Quatre-vingts ans en juillet prochain, une santé moyenne, on n’y croit pas. Tillmann, verbe vif, net, choisi, le regard tout au fond de la passion, semble ne pas changer. D’ailleurs il ne change pas. Il est toujours bien dans le match. Son cœur bat encore et toujours pour le football anglais. «Mon penchant pour l’Angleterre n’a rien à voir avec le football. Cela remonte à la guerre, quand j’avais huit ans. Mon père, quand il rentrait de son service militaire, saluait le courage des Anglais, de Churchill. Mon papa m’avait fait comprendre que sans les Anglais, tout aurait été différent. C’est parti de là.»
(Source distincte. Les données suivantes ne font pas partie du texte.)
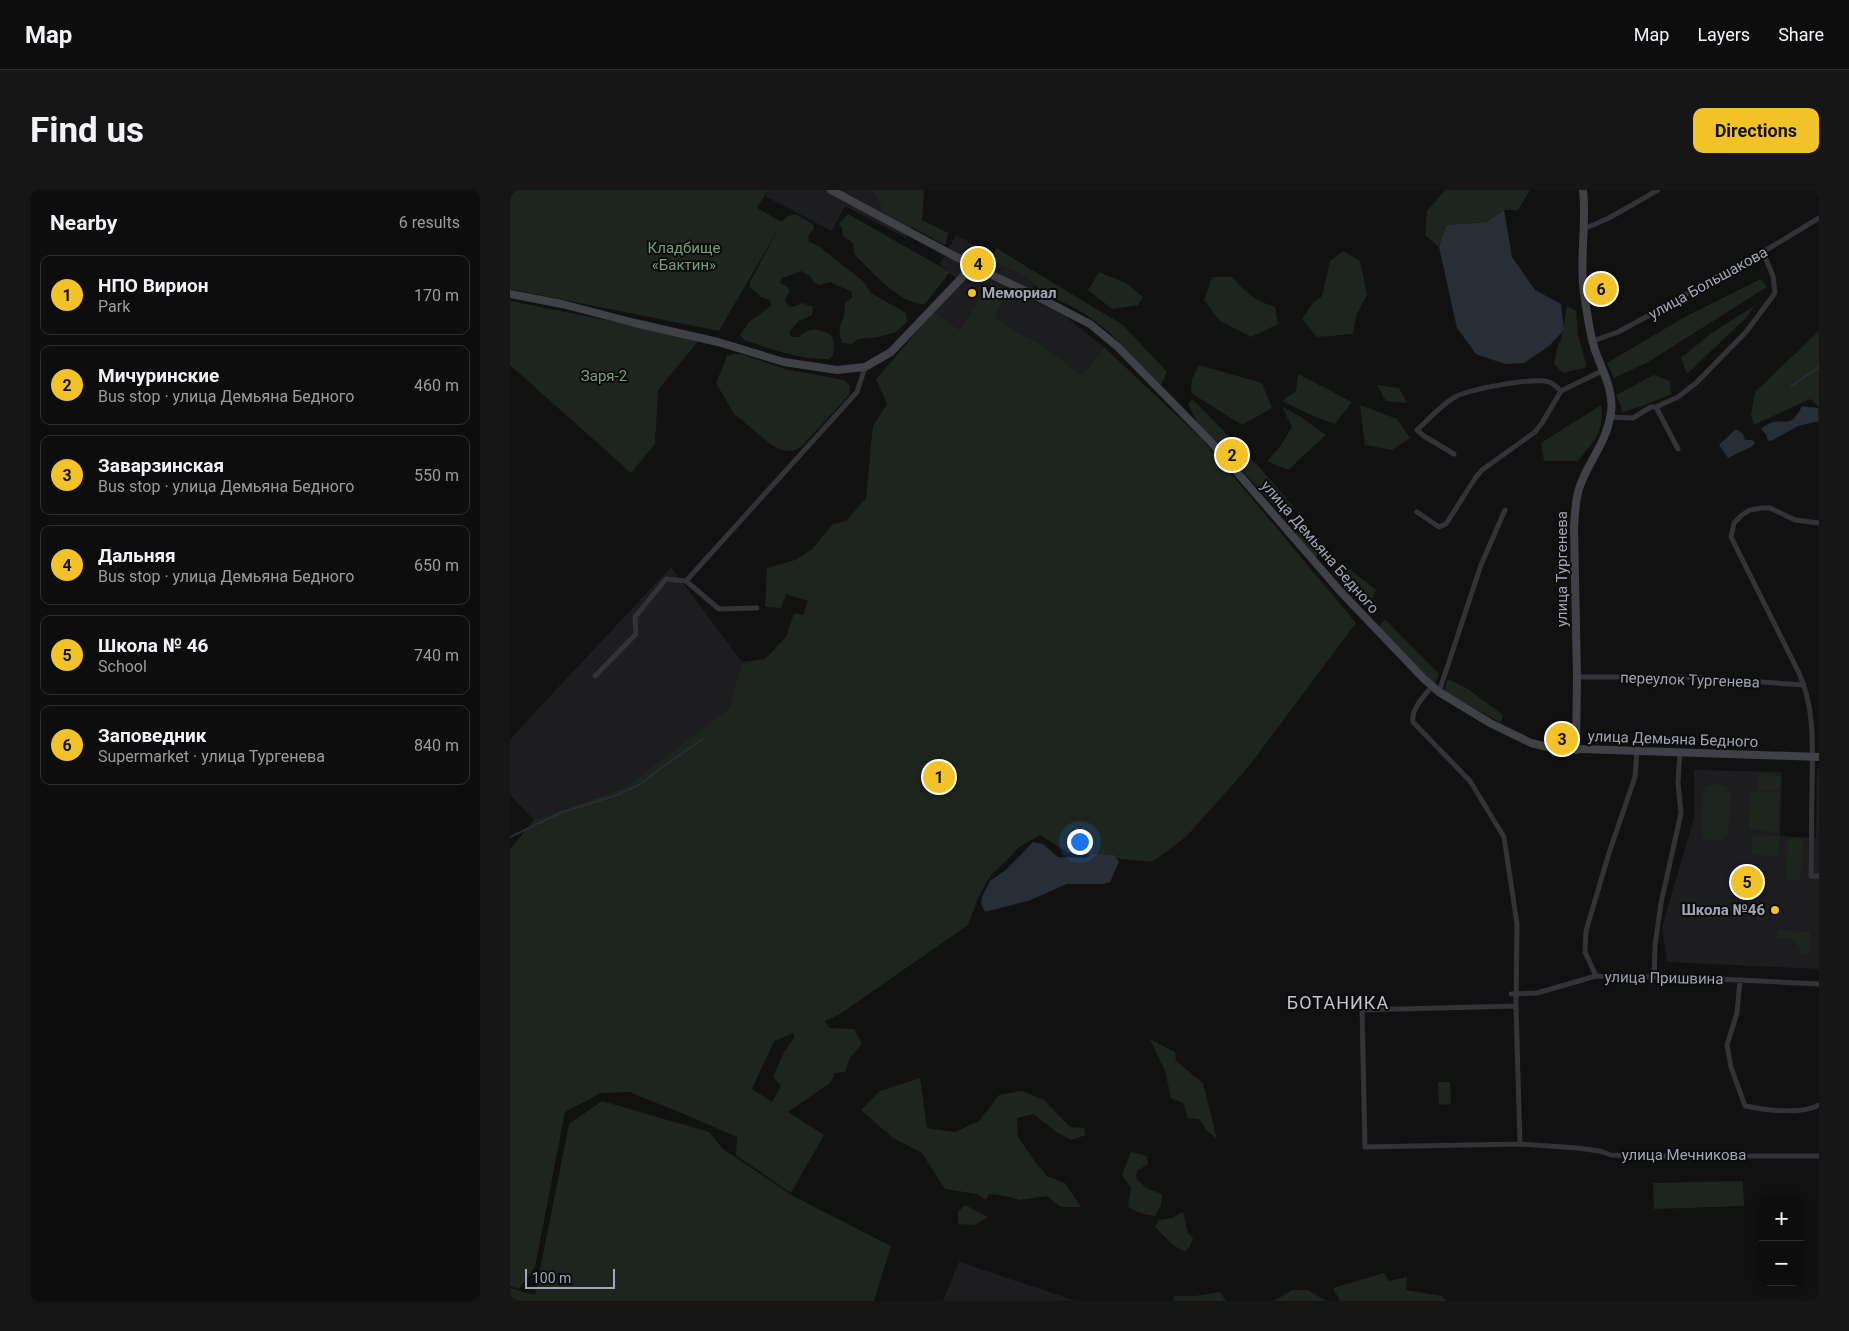 <!DOCTYPE html>
<meta charset="utf-8">
<style>
body{margin:0;font-family:Roboto,sans-serif;background:#161617;color:#f1f3f6}
.controls{position:absolute;right:15px;bottom:15px;display:grid;overflow:hidden;border-radius:10px;box-shadow:0 2px 12px #0003}
.controls button{width:45px;height:45px;display:grid;place-items:center;padding:0;border:0;border-bottom:1px solid #2d2d2e;background:#0d0d0e;color:#f1f3f6;font:25px sans-serif}
.scale{position:absolute;left:15px;bottom:12px;width:90px;box-sizing:border-box;padding-left:5px;border:2px solid #a2a5b3;border-top:0;font-size:14px;line-height:18px;white-space:nowrap;color:#a2a5b3;-webkit-text-stroke:4px #0c0c0d;paint-order:stroke}
.you{position:absolute;left:569px;top:651px;width:18px;height:18px;margin:-12px;border:4px solid #fff;border-radius:50%;background:#1a73e8;box-shadow:0 0 0 8px #1a73e833}
.badge{display:grid;place-items:center;width:32px;height:32px;border-radius:50%;background:#f2c329;color:#111;font-size:16px;font-weight:700}
.pin{position:absolute;translate:-50% -50%;border:2px solid #fff;box-shadow:0 1px 5px #0006}
.list{margin:0;padding:0;list-style:none}
h2{display:flex;justify-content:space-between;align-items:center;height:65px;margin:0;padding:0 20px;font-size:21px}
h2 small{font-size:16px;font-weight:400;color:#9a9c9e}
.list li{display:grid;grid-template-columns:32px 1fr auto;gap:15px;align-items:center;box-sizing:border-box;height:80px;margin:0 10px 10px;padding:0 10px;border:1px solid #2d2d2e;border-radius:10px}
.list b{display:block;font-size:19px;white-space:nowrap}
.list p{margin:0;font-size:16px;white-space:nowrap;color:#9a9c9e}
.list em{font-size:16px;font-style:normal;color:#9a9c9e}
.map{position:relative;flex:none;width:1309px;height:1111px;overflow:hidden;border-radius:10px}
header{display:flex;align-items:center;gap:30px;box-sizing:border-box;height:70px;padding:0 25px;background:#0d0d0e;border-bottom:1px solid #2d2d2e}
header strong{font-size:24px}
nav{display:flex;gap:28px;margin-inline-start:auto;font-size:18px}
.intro{display:flex;align-items:center;justify-content:space-between;box-sizing:border-box;height:120px;padding:0 30px}
h1{margin:0;font-size:35px}
.button{padding:12px 22px;border-radius:10px;background:#f2c329;color:#111;font-size:18px;font-weight:700}
main{display:flex;gap:30px;padding:0 30px}
aside{flex:1;background:#0d0d0e;border-radius:10px;box-shadow:0 2px 12px #0003}
.map>svg:first-child{display:block}
.built{fill:#1d1d1f}
.green{fill:#1d251e;fill-rule:evenodd}
.water{fill:#272e36}
.lines{fill:none;stroke-linecap:round;stroke-linejoin:round}
.stream{stroke:#272e36;stroke-width:2}
.street{stroke:#323237;stroke-width:5}
.secondary{stroke:#404147;stroke-width:8}
.poi-dot{fill:#f2c329;stroke:#0c0c0d;stroke-width:2}
.labels{text-anchor:middle;dominant-baseline:central;stroke-width:4;stroke-linejoin:round;paint-order:stroke}
.park-label{font-size:15px;fill:#789e7e;stroke:#0c0c0d}
.street-label{font-size:15px;fill:#a2a5b3;stroke:#0c0c0d}
.poi-label{font-size:15px;font-weight:bold;fill:#a2a5b3;stroke:#0c0c0d;text-anchor:start}
.quarter-label{font-size:18px;letter-spacing:1px;fill:#c3c5cf;stroke:#0c0c0d}
</style>
<header>
<strong>Map</strong>
<nav><a>Map</a><a>Layers</a><a>Share</a></nav>
</header>
<div class="intro"><h1>Find us</h1><a class="button">Directions</a></div>
<main>
<aside>
<h2>Nearby<small>6 results</small></h2>
<ul class="list">
<li><span class="badge">1</span><div><b>НПО Вирион</b><p>Park</p></div><em>170 m</em></li>
<li><span class="badge">2</span><div><b>Мичуринские</b><p>Bus stop · улица Демьяна Бедного</p></div><em>460 m</em></li>
<li><span class="badge">3</span><div><b>Заварзинская</b><p>Bus stop · улица Демьяна Бедного</p></div><em>550 m</em></li>
<li><span class="badge">4</span><div><b>Дальняя</b><p>Bus stop · улица Демьяна Бедного</p></div><em>650 m</em></li>
<li><span class="badge">5</span><div><b>Школа № 46</b><p>School</p></div><em>740 m</em></li>
<li><span class="badge">6</span><div><b>Заповедник</b><p>Supermarket · улица Тургенева</p></div><em>840 m</em></li>
</ul>
</aside>
<div class="map">
<svg width="1309" height="1111" viewBox="0 0 1309 1111">
<rect width="100%" height="100%" fill="#111112"/>
<path class="built" d="M 258,0 L 369,0 L 410,21 L 396,48 L 335,16 L 322,41 L 255,6 Z
M 446,45 L 527,88 L 519,108 L 552,124 L 594,157 L 572,185 L 530,154 L 507,142 L 483,126 L 450,140 L 424,122 L 451,93 L 430,74 Z
M 161,377 L 232,472 L 221,518 L 114,598 L 24,630 L 0,605 L 0,549 Z
M 1307,579 L 1309,579 L 1309,779 L 1157,772 L 1152,737 L 1184,628 L 1184,580 L 1272,582 L 1270,646 L 1306,648 Z
M 449,1072 L 566,1111 L 433,1111 Z"/>
<path class="green" d="M 0,0 L 258,0 L 247,18 L 272,32 L 276,27 L 285,24 L 303,34 L 304,39 L 298,46 L 299,52 L 310,57 L 354,92 L 361,103 L 396,123 L 397,132 L 386,142 L 368,147 L 348,149 L 342,154 L 333,153 C 327,142 329,140 333,129 C 335,124 334,117 336,112 L 342,108 L 342,102 L 320,92 L 311,95 L 304,93 L 300,86 L 291,81 L 272,88 L 270,93 L 277,97 L 280,101 L 275,109 L 278,116 L 283,117 L 292,113 L 303,117 L 302,125 L 289,131 L 279,142 L 281,147 L 289,147 C 299,136 310,139 321,145 L 324,154 L 323,165 L 319,169 C 290,170 261,159 234,150 L 230,145 L 238,133 L 262,115 L 260,110 L 251,107 L 240,97 L 240,92 L 271,34 L 209,141 L 0,99 Z
M 361,0 L 414,0 L 412,30 L 438,43 L 435,55 L 374,22 L 365,3 Z
M 935,0 L 1020,0 L 1008,20 L 994,20 L 976,32 L 936,35 L 929,57 L 915,45 L 917,21 Z
M 338,24 L 440,82 L 415,114 C 390,115 361,81 344,64 L 343,53 L 333,46 L 332,38 L 329,34 Z
M 486,58 L 613,135 L 657,182 L 651,195 L 598,141 L 572,122 L 533,102 L 514,85 L 482,71 Z
M 833,61 L 850,71 L 857,105 L 846,126 L 843,144 L 807,147 L 792,129 L 802,114 L 812,106 L 820,71 Z
M 589,82 L 616,93 L 633,107 L 628,115 L 602,119 L 578,100 Z
M 702,87 L 722,87 C 737,104 743,109 765,117 L 768,134 L 741,147 L 709,130 L 694,110 Z
M 1251,89 L 1257,97 L 1138,172 L 1104,188 L 1097,173 L 1173,128 Z
M 481,94 L 499,101 L 484,126 L 507,142 L 530,154 L 572,185 L 594,157 L 692,249 L 846,433 L 739,576 L 676,647 L 642,672 L 558,663 L 530,645 L 509,657 L 497,670 L 481,685 L 468,708 L 458,735 L 330,824 L 315,831 L 319,838 L 344,839 L 352,854 L 340,868 L 335,882 L 325,883 L 320,893 L 278,922 L 314,945 L 281,1003 L 226,965 L 227,947 L 174,924 L 119,902 L 91,903 L 55,922 L 25,1077 L 9,1099 L 0,1096 L 0,659 L 24,630 L 114,598 L 220,518 L 232,472 L 255,469 L 276,447 L 284,423 L 293,425 L 298,411 L 276,404 L 271,418 L 255,417 L 257,378 L 285,370 L 301,360 L 323,334 L 336,331 L 356,308 L 363,236 L 377,214 L 366,189 L 424,122 L 450,140 ZM 284,843 L 284,848 L 274,862 L 263,887 L 271,896 L 262,912 L 242,899 L 264,851 Z
M 0,111 L 190,149 L 148,200 L 145,254 L 121,283 L 0,175 Z
M 1057,116 L 1066,121 L 1068,145 L 1077,177 L 1053,183 L 1044,174 L 1047,158 L 1052,146 Z
M 1244,116 L 1238,126 L 1177,184 L 1171,168 L 1200,144 Z
M 1309,141 L 1309,217 L 1300,209 L 1244,235 L 1241,225 L 1245,202 Z
M 224,164 L 231,164 L 275,179 L 334,190 L 340,196 L 339,205 L 291,257 L 283,261 L 272,260 L 263,256 L 224,224 L 206,193 L 217,166 Z
M 689,175 L 752,193 L 762,218 L 732,235 L 681,203 L 682,189 Z
M 788,184 L 842,212 L 825,234 L 801,225 L 772,211 L 786,201 Z
M 1144,185 L 1160,191 L 1161,204 L 1132,216 L 1113,222 L 1106,205 Z
M 867,195 L 889,198 L 897,213 L 876,211 Z
M 682,209 L 752,280 L 784,318 L 775,327 L 687,232 L 678,214 Z
M 850,215 L 887,229 L 900,248 L 882,260 L 855,255 Z
M 1091,215 C 1095,241 1084,251 1068,271 L 1034,271 L 1031,253 Z
M 772,217 L 791,227 L 816,245 L 778,280 L 757,271 L 769,258 L 782,237 Z
M 792,335 L 813,360 L 805,368 L 785,345 Z
M 832,373 L 866,400 L 858,420 L 828,386 Z
M 875,429 L 929,484 L 925,494 L 881,452 L 869,436 Z
M 938,489 L 958,499 L 993,525 L 991,533 L 934,501 Z
M 1249,585 L 1271,586 L 1270,600 L 1248,600 Z
M 1198,595 C 1207,595 1217,593 1221,603 L 1218,645 L 1213,650 L 1194,649 L 1192,645 L 1193,603 L 1194,598 Z
M 1241,601 L 1270,603 L 1268,641 L 1239,639 Z
M 1242,645 L 1269,646 L 1268,666 L 1241,664 Z
M 1278,648 L 1293,649 L 1290,691 L 1276,690 Z
M 1267,740 L 1300,742 L 1299,765 L 1290,764 L 1290,758 L 1281,748 L 1267,748 Z
M 640,849 L 665,862 L 666,871 L 693,893 L 707,949 L 698,942 L 689,929 L 678,928 L 673,913 L 661,908 L 655,881 Z
M 410,888 L 417,938 L 445,942 L 469,931 L 489,905 L 512,901 L 534,910 L 560,937 L 574,938 L 576,945 L 561,950 L 546,942 L 524,924 L 507,928 L 508,947 L 526,973 L 537,986 L 555,993 L 571,1017 L 551,1017 L 537,1006 L 510,1010 L 496,1006 L 479,1004 L 476,1010 L 467,1004 L 435,999 L 412,963 L 383,948 L 351,920 L 370,901 Z
M 928,892 L 940,892 L 941,914 L 929,915 Z
M 92,911 L 199,942 L 213,959 L 283,1006 L 381,1056 L 364,1111 L 0,1111 L 0,1098 L 25,1105 L 59,934 Z
M 621,962 L 637,966 L 638,974 L 627,981 L 626,988 L 636,998 L 652,1004 L 651,1015 L 645,1026 L 630,1023 L 618,1017 L 621,998 L 612,985 Z
M 1233,991 L 1234,1016 L 1144,1019 L 1143,993 Z
M 455,1015 L 478,1027 L 465,1035 L 448,1034 L 448,1022 Z
M 673,1022 L 678,1043 L 683,1048 L 680,1056 L 675,1062 L 663,1055 L 645,1037 L 649,1030 L 662,1028 Z
M 874,1083 L 879,1091 L 897,1087 L 896,1100 L 932,1106 L 937,1111 L 830,1111 L 823,1098 Z
M 782,1100 L 798,1100 L 816,1111 L 764,1111 Z
M 710,1102 L 716,1111 L 664,1111 L 663,1106 L 685,1106 Z"/>
<path class="water" d="M 994,20 L 1002,67 L 1025,100 L 1051,114 L 1054,140 L 1039,156 L 1014,173 L 995,174 L 966,164 L 947,138 L 929,57 L 936,35 L 976,32 Z
M 1292,216 L 1308,218 L 1309,231 L 1288,236 L 1263,250 L 1258,251 L 1256,244 L 1251,239 C 1265,226 1275,235 1282,230 C 1286,227 1290,220 1292,216 Z
M 1226,239 L 1233,244 L 1235,250 L 1242,250 L 1245,252 L 1243,256 L 1218,268 L 1209,255 Z
M 523,652 L 533,654 L 548,667 L 575,668 L 582,664 L 604,665 L 609,672 L 600,692 L 594,694 L 557,694 L 518,711 L 475,722 L 471,714 L 472,707 L 480,691 L 497,679 Z"/>
<g class="lines">
<path class="stream" d="M 1281,196 L 1309,177
M 0,647 L 50,623 L 107,605 L 131,594 L 148,580 L 193,549"/>
<path class="street" d="M 1074,39 L 1099,28 L 1148,0
M 1083,151 L 1108,142 L 1136,127 L 1215,82 L 1253,62 L 1309,28
M 1146,217 L 1168,259
M 1100,227 L 1123,228 L 1141,217 L 1146,217 L 1168,207 L 1186,193 L 1236,142 L 1265,103 L 1263,86 L 1253,62
M 944,264 L 914,246 L 907,240 C 919,229 931,215 945,207 C 960,199 1024,187 1039,192 C 1044,194 1048,198 1051,201
M 907,322 L 929,337 L 936,334 L 966,287 L 972,280 L 1025,242 L 1032,233 L 1051,201 L 1094,180
M 1309,333 L 1285,330 L 1260,318 L 1252,318 L 1240,320 L 1232,325 L 1224,333 L 1221,347 L 1289,483 C 1306,521 1302,560 1302,601 C 1301,629 1302,658 1301,686 L 1309,686
M 176,391 L 347,202 L 355,177
M 85,486 L 126,444 L 125,427 L 156,389 L 176,391 L 209,419 L 247,418
M 1067,487 L 1178,487 L 1294,495
M 922,496 C 914,507 901,518 903,532 L 960,591 L 994,647 L 1007,734 L 1006,816 L 1010,954
M 929,502 L 971,375 L 995,320
M 1086,786 L 1075,762 L 1076,741 L 1099,663 L 1125,587 L 1127,561
M 1144,787 L 1145,756 L 1151,713 L 1171,623 L 1168,593 L 1170,562
M 1230,790 L 1227,823 L 1217,855 L 1221,877 L 1235,916 C 1254,920 1292,925 1309,915
M 1001,804 L 1027,803 L 1086,786 L 1166,787 L 1309,794
M 1006,816 L 852,820 L 855,957 L 1010,954 L 1067,958 L 1090,961 L 1101,965 L 1121,966 L 1309,966"/>
<path class="secondary" d="M 321,0 L 463,76 L 524,105 L 580,134 L 608,157 L 700,251 L 830,401 L 914,489 L 929,502 L 980,533 L 1021,553 L 1042,558 L 1309,567
M 0,104 L 52,114 L 125,133 L 208,152 L 274,172 L 327,180 L 355,177 L 381,162 L 463,76
M 1066,560 L 1067,487 L 1064,337 C 1065,325 1065,311 1069,299 C 1077,272 1097,254 1101,222 C 1104,200 1092,180 1085,160 C 1079,142 1077,121 1074,103 C 1069,69 1077,34 1073,0"/>
</g>
<g class="poi-dot">
<circle cx="462" cy="103" r="5"/>
<circle cx="1265" cy="720" r="5"/>
</g>
<g class="labels">
<g class="park-label">
<text x="174" y="58">Кладбище<tspan x="174" dy="17">«Бактин»</tspan></text>
<text x="94" y="186">Заря-2</text>
</g>
<g class="street-label">
<text transform="translate(1198 93) rotate(-29)">улица Большакова</text>
<text transform="translate(810 357) rotate(49)">улица Демьяна Бедного</text>
<text transform="translate(1052 379) rotate(-90)">улица Тургенева</text>
<text transform="translate(1180 490) rotate(2)">переулок Тургенева</text>
<text transform="translate(1163 549) rotate(2)">улица Демьяна Бедного</text>
<text transform="translate(1154 788) rotate(1)">улица Пришвина</text>
<text x="1174" y="965">улица Мечникова</text>
</g>
<g class="poi-label">
<text x="472" y="103">Мемориал</text>
<text x="1255" y="720" text-anchor="end">Школа №46</text>
</g>
<g class="quarter-label">
<text x="828" y="812">БОТАНИКА</text>
</g>
</g>
</svg>
<div class="controls">
<button>+</button>
<button>−</button>
</div>
<div class="scale">100 m</div>
<div class="you"></div>
<div class="pin badge" style="left:429px;top:587px">1</div>
<div class="pin badge" style="left:722px;top:265px">2</div>
<div class="pin badge" style="left:1052px;top:549px">3</div>
<div class="pin badge" style="left:468px;top:74px">4</div>
<div class="pin badge" style="left:1237px;top:692px">5</div>
<div class="pin badge" style="left:1091px;top:99px">6</div>
</div>
</main>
Un peu confus, mais hilare tel un enfant qui n’aurait pas vraiment fait ses leçons, Tillmann avoue dans sa barbe incomparable: «Je n’ose pas le dire! Je ne parle pas l’anglais. Je suis un de ces abrutis qui a commencé par faire du grec et du latin, qu’on a pris pour un intellectuel, qui a failli faire de l’anthropologie, de l’archéologie, et qui un beau jour, inconstant, dissipé, ne sachant pas que faire, s’est mis au cinéma puis à la télé. Mais pas à l’anglais. Je ne dis pas que je ne comprends rien, mais je ne peux guère parler! Maintenant, c’est trop tard et je m’en fous!»

Il prend dans la main une grande photographie en couleurs. Bobby Moore, le formidable défenseur de l’Angleterre, et Pelé, torses nus, se saluent après Brésil-Angleterre (1-0) à Guadalajara en 1970. «C’est Norbert qui m’a offert cette image. Cette journée-là est unique au monde.» On pourrait penser que Tillmann va raconter le match, mais non, son esprit file dans le train qui l’amène, avec des collègues, à travers le Mexique en direction de Guadalajara: «Mille kilomètres en train; le wagon-restaurant avait été dévasté, il n’y avait plus une goutte de bière! Pas d’eau non plus. Tout à coup le train s’est arrêté parce que des moutons stationnaient sur la voie. J’ai vu un contrôleur et je lui ai demandé, en montrant une baraque bistrot un peu plus loin, s’il pourrait aller nous acheter à boire. Il est revenu avec une caisse de bières! Le match a été superbe. Je vois Pelé qui enlève son maillot. Moore, qui symbolise les Anglais alors haïs par la foule, fait pareil. Et la foule qui ne siffle plus mais applaudit! Plus tard, une pluie invraisemblable est tombée sur la région. Journée inoubliable.»

Dieu? «Je me dis que je ferais mieux de croire, parce que ça pourrait aider… Mais même pas. Je n’ai pas encore compris pourquoi on vient sur terre, pourquoi on s’en va.» Et si on disait que Tillmann est venu sur terre parce que le football existait et que le football avait besoin d’un Tillmann, joueur unique en son genre.